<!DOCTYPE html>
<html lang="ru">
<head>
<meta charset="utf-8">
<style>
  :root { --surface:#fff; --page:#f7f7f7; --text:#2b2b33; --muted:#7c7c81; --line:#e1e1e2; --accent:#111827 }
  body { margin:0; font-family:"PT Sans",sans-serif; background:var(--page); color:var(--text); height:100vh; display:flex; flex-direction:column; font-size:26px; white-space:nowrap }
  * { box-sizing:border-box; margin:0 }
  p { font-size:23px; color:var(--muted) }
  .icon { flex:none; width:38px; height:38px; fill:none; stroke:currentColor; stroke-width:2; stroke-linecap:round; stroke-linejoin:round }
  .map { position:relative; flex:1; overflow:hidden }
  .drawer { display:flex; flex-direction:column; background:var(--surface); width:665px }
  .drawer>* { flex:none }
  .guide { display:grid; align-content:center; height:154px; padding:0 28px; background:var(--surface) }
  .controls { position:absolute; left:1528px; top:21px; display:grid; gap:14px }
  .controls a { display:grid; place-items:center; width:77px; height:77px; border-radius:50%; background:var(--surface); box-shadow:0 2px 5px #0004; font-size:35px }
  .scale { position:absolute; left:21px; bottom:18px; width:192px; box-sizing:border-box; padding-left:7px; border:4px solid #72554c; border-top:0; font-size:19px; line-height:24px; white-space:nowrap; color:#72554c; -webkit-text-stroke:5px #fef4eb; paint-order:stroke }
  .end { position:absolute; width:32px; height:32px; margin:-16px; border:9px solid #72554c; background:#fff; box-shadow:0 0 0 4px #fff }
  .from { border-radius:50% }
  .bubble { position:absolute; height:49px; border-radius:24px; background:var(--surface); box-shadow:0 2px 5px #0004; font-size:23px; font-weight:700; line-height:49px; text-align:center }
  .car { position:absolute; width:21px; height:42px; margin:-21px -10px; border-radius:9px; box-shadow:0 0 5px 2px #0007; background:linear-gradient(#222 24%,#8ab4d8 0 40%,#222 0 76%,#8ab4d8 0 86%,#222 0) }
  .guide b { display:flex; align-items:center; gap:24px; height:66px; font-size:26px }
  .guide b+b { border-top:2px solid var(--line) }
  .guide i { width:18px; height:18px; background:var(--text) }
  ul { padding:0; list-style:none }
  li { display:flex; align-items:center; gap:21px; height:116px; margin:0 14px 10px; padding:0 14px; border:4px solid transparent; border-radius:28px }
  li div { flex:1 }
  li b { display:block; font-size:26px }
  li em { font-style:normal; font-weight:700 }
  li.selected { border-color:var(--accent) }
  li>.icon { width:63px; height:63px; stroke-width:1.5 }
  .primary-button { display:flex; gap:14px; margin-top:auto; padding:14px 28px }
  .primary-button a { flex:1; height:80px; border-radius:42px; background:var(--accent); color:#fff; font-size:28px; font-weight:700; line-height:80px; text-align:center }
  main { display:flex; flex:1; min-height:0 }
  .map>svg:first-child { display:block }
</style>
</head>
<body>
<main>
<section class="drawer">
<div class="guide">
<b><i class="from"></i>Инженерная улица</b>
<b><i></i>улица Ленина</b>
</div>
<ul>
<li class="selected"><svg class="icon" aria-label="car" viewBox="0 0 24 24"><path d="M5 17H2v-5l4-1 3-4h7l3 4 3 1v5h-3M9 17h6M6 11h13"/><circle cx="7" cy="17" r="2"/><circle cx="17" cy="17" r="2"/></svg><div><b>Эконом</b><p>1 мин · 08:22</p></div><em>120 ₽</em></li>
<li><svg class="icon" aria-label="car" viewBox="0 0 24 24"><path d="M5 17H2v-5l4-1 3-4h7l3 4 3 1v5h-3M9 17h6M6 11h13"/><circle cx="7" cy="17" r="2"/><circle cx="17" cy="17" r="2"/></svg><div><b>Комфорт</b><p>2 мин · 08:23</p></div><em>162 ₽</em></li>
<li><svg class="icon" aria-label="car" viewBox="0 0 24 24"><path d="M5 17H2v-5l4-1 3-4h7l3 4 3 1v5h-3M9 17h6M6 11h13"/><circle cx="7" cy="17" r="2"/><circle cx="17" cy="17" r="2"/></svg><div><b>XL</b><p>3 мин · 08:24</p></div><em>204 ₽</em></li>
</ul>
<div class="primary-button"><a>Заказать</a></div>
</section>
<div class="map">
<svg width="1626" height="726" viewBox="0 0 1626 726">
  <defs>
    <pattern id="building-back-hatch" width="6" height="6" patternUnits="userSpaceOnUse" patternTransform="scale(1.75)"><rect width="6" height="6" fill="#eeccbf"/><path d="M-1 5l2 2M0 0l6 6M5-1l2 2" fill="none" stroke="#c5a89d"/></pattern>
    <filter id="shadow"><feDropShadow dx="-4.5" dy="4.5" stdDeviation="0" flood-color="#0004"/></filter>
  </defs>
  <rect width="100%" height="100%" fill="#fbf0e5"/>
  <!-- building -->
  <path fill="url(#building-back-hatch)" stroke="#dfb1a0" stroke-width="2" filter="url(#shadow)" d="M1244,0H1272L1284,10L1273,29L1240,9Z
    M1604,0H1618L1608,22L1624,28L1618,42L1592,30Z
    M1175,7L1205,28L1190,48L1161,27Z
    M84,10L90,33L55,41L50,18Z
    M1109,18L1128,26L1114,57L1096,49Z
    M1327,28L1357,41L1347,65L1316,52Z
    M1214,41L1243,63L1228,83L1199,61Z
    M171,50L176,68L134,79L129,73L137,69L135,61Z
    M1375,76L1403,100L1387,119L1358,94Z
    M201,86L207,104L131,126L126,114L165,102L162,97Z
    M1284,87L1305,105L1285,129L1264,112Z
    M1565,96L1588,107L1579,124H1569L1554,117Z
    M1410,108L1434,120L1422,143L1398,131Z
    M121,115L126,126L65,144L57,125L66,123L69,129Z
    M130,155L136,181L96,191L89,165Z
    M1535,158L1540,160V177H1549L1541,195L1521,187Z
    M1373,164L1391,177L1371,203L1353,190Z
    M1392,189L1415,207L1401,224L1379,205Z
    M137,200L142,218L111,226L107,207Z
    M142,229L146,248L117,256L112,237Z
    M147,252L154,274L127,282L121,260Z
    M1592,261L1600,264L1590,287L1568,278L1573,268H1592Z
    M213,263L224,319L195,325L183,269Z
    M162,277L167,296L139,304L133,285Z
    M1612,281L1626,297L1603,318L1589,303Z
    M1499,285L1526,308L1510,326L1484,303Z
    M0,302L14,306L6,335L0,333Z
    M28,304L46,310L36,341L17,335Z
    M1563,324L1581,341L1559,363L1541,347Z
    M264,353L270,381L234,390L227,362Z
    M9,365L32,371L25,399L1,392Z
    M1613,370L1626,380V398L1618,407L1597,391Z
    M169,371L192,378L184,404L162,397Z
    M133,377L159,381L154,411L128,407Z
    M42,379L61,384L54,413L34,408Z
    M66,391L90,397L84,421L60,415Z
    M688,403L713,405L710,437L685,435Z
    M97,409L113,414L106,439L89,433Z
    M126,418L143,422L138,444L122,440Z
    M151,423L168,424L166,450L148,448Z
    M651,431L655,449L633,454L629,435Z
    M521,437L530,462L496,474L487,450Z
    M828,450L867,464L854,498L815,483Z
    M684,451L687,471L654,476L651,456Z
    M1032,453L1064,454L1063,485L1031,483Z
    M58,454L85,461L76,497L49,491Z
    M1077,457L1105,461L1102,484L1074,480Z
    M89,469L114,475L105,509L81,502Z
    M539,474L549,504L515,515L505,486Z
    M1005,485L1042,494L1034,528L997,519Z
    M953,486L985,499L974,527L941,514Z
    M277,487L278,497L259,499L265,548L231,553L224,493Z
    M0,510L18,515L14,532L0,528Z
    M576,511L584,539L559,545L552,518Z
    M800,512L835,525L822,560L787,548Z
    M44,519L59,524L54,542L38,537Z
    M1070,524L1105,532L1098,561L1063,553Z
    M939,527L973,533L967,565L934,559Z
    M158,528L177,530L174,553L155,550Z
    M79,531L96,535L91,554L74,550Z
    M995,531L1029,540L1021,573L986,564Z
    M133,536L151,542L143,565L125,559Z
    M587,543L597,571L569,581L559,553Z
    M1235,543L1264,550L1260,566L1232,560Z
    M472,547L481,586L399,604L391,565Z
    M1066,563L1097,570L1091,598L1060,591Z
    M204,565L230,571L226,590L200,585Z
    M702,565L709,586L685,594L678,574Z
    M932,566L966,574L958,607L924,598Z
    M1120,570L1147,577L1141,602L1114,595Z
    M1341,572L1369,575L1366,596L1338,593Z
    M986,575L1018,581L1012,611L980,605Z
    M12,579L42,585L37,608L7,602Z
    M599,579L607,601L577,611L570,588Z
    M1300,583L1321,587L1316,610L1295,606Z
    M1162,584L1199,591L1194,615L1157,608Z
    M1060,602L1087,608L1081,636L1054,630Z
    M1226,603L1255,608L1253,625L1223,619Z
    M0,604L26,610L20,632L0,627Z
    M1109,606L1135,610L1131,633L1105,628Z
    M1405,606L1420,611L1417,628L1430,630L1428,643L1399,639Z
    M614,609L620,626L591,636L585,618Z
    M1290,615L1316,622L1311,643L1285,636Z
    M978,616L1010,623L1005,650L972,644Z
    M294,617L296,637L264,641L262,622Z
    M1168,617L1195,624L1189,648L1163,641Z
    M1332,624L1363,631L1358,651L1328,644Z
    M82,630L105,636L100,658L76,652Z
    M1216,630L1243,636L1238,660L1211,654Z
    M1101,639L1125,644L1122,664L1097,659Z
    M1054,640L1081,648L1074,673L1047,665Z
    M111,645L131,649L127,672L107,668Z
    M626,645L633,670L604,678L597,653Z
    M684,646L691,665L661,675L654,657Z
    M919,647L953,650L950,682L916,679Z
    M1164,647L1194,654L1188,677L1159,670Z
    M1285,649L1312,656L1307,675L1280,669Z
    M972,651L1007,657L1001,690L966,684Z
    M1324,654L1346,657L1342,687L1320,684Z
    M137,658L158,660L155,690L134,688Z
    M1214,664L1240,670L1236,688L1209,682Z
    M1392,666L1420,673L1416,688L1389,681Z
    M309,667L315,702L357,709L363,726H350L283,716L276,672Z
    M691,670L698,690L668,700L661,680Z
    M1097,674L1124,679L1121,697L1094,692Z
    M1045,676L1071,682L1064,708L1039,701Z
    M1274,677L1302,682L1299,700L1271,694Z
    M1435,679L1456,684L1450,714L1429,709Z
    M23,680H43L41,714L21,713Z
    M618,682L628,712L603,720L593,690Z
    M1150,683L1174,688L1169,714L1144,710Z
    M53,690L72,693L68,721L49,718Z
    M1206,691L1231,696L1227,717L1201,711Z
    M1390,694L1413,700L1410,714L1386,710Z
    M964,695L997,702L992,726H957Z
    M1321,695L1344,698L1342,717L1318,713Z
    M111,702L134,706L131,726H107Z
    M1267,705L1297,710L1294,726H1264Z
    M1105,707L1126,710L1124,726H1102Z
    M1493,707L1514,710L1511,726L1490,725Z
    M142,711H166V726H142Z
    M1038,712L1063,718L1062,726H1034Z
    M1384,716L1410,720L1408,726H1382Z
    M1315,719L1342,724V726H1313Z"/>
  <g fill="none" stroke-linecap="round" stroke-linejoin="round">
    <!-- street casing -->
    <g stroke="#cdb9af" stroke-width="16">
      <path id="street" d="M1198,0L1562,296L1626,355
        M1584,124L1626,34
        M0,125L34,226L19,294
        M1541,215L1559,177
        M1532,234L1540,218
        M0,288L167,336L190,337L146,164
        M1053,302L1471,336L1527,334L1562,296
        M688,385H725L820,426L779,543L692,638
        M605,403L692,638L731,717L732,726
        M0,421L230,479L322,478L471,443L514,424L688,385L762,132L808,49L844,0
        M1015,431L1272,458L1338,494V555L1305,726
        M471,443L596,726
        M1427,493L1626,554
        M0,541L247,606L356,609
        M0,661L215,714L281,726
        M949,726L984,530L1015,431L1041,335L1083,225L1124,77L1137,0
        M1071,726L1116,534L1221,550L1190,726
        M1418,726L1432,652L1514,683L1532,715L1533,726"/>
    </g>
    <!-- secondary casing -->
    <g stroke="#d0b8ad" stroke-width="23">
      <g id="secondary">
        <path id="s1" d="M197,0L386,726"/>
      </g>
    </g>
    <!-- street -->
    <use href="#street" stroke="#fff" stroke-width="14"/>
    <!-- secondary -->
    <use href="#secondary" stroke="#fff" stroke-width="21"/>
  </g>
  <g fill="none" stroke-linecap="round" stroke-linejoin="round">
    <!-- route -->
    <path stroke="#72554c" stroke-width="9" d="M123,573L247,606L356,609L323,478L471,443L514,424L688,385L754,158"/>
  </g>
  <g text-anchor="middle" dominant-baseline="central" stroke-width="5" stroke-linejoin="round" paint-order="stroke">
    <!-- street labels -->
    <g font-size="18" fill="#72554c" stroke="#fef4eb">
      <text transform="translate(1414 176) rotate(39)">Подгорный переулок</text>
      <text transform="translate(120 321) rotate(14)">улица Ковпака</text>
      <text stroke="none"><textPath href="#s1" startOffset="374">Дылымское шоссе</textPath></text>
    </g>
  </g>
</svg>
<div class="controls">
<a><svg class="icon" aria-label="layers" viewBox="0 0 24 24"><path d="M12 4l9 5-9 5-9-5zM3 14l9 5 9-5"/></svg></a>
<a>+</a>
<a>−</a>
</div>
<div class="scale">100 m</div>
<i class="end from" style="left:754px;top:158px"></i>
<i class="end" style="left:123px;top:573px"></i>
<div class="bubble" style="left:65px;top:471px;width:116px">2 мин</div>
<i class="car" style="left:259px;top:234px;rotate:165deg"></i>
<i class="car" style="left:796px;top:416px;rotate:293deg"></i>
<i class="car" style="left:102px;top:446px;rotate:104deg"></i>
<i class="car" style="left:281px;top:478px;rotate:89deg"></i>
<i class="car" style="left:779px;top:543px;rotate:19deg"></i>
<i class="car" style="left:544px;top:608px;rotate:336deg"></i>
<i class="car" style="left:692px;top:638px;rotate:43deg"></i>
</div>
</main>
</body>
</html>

Requirement
Reply with only the number of lines in the entries that hold the word "controls".

Exercise solution
3